### AIM OF THE EXERCISE
Repeat exactly what appears from the opening line of the listing to the line with "filter:drop-shadow(1px 0 #c9d8c9)", inclusive.

DATA SHOWN below:

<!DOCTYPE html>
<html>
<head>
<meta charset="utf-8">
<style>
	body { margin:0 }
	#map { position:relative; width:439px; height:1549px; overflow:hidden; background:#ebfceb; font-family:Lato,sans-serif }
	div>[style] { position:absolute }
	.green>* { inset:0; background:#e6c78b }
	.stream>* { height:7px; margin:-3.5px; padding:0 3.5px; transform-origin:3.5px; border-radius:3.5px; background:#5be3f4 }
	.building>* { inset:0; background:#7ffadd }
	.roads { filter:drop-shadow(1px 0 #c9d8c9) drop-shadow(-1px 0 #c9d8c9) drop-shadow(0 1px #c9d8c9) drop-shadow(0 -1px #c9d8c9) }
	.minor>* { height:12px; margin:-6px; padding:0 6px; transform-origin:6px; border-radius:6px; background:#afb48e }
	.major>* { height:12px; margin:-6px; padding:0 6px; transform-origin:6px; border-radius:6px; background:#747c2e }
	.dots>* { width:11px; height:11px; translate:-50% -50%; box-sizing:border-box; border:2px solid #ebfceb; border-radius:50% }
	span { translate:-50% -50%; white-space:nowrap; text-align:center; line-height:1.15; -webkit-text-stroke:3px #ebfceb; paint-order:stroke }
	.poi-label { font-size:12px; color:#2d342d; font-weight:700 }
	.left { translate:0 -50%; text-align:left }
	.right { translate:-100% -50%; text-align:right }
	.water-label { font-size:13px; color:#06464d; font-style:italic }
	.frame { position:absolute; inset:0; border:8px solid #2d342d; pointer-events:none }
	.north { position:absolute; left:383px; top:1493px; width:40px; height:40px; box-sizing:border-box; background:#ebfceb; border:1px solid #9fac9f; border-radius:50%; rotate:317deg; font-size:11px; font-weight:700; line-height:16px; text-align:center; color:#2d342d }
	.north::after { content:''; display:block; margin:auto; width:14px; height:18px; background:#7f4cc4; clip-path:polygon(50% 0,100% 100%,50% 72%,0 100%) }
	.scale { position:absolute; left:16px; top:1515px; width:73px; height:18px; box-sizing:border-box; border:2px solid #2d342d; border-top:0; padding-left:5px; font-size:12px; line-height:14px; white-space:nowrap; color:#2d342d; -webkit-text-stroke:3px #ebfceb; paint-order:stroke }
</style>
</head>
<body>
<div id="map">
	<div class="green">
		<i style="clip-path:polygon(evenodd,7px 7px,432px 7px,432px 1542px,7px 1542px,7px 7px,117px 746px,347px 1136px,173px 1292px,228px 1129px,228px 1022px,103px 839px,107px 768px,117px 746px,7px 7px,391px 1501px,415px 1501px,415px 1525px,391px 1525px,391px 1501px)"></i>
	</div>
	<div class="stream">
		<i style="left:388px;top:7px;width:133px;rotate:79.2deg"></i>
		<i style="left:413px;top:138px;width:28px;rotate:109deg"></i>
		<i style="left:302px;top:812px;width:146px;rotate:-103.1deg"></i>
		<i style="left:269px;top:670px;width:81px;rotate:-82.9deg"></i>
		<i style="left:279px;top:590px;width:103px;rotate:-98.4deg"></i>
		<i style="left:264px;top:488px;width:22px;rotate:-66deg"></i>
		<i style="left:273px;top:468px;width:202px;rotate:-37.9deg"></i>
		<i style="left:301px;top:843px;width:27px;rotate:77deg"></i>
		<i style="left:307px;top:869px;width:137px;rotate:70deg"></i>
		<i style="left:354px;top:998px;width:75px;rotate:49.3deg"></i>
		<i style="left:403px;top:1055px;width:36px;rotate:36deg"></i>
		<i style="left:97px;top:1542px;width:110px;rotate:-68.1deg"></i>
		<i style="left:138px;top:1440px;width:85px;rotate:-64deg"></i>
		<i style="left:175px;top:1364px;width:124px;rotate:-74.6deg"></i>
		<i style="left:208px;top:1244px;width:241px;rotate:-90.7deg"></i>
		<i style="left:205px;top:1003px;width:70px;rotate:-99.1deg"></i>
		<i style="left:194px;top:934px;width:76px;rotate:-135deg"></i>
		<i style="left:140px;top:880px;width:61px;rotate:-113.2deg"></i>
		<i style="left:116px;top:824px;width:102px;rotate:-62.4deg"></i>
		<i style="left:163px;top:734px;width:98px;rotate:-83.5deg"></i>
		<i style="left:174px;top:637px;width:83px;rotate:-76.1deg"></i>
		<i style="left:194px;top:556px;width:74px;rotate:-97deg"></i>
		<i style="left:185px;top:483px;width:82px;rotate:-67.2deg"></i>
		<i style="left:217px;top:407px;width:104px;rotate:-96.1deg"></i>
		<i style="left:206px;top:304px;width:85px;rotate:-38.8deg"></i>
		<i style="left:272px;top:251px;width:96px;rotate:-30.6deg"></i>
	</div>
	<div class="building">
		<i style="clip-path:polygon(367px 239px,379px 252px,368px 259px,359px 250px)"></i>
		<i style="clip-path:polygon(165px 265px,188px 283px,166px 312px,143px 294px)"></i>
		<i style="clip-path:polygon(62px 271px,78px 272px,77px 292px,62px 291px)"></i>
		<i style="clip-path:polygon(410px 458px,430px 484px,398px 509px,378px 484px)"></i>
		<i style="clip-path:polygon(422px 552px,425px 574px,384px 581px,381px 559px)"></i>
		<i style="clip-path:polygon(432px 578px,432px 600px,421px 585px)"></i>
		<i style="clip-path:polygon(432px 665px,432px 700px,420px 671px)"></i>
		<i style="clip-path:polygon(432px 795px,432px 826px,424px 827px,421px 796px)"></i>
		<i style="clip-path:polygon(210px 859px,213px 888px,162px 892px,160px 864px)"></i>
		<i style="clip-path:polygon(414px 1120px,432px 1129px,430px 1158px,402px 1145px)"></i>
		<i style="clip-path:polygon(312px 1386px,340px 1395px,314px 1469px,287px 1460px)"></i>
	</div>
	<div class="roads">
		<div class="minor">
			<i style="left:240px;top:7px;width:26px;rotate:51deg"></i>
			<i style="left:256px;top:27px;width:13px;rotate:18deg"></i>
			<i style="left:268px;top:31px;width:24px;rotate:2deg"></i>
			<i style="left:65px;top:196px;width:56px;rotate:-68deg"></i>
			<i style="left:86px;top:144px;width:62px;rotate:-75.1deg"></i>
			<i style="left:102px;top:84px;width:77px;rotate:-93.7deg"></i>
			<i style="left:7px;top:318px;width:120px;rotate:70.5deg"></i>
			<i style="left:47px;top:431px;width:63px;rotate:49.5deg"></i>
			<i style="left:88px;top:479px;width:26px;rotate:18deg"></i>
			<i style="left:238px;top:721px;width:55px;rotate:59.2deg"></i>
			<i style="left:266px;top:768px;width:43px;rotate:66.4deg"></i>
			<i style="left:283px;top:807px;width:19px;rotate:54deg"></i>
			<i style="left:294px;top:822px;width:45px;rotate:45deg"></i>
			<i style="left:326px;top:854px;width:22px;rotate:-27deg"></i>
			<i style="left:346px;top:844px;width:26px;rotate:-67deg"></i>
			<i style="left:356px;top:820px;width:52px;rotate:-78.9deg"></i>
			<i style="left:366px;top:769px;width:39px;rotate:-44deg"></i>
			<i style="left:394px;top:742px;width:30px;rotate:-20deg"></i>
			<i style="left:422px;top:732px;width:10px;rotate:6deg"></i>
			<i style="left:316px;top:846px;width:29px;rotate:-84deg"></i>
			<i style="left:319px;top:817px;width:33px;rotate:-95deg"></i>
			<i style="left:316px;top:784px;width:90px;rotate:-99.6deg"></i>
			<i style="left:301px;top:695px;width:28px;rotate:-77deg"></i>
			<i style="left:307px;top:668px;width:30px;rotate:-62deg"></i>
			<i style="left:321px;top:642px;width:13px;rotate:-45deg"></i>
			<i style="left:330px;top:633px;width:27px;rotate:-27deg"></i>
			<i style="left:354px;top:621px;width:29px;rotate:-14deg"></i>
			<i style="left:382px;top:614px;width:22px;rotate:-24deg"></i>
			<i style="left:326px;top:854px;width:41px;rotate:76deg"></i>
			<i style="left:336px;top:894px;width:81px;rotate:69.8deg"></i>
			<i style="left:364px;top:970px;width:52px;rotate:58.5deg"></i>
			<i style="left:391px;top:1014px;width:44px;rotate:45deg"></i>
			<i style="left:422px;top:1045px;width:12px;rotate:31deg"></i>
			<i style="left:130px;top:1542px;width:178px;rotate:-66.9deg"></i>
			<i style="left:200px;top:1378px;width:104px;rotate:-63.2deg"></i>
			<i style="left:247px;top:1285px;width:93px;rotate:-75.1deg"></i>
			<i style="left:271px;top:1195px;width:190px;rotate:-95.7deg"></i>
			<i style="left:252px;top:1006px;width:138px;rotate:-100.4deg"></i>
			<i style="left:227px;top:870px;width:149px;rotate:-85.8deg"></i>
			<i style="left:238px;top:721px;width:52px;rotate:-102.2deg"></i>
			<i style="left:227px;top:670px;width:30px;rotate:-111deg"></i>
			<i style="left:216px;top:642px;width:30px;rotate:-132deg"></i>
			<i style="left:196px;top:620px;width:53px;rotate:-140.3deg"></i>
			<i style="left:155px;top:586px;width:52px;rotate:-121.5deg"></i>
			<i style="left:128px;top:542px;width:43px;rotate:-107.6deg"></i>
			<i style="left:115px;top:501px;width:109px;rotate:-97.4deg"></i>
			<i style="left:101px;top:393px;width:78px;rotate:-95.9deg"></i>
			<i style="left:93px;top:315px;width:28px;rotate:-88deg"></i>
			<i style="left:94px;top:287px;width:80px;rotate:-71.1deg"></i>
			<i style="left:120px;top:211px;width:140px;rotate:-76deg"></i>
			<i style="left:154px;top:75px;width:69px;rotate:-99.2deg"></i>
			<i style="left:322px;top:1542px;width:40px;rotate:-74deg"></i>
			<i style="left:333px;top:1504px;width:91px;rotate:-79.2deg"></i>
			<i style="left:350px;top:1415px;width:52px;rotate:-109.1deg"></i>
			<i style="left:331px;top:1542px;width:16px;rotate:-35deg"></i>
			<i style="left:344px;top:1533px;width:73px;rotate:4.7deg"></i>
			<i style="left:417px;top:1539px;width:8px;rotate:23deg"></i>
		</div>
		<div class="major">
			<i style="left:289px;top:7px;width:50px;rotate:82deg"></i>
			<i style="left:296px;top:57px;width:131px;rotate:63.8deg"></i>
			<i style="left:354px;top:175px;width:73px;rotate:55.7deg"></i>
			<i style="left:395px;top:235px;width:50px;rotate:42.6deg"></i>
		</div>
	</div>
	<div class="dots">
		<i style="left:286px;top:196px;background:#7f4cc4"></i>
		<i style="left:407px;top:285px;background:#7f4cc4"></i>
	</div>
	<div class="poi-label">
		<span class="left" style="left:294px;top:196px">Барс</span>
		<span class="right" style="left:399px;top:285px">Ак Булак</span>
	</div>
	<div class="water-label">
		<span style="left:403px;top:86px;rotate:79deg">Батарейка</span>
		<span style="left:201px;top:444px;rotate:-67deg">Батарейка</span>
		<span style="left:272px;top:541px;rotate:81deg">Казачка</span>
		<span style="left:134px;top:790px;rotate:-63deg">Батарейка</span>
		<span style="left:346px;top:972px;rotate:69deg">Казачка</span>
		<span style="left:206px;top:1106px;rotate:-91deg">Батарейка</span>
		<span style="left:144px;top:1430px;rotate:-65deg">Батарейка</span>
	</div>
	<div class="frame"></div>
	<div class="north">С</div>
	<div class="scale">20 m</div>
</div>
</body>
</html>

End of DATA SHOWN.

### TASK RESPONSE
<!DOCTYPE html>
<html>
<head>
<meta charset="utf-8">
<style>
	body { margin:0 }
	#map { position:relative; width:439px; height:1549px; overflow:hidden; background:#ebfceb; font-family:Lato,sans-serif }
	div>[style] { position:absolute }
	.green>* { inset:0; background:#e6c78b }
	.stream>* { height:7px; margin:-3.5px; padding:0 3.5px; transform-origin:3.5px; border-radius:3.5px; background:#5be3f4 }
	.building>* { inset:0; background:#7ffadd }
	.roads { filter:drop-shadow(1px 0 #c9d8c9) drop-shadow(-1px 0 #c9d8c9) drop-shadow(0 1px #c9d8c9) drop-shadow(0 -1px #c9d8c9) }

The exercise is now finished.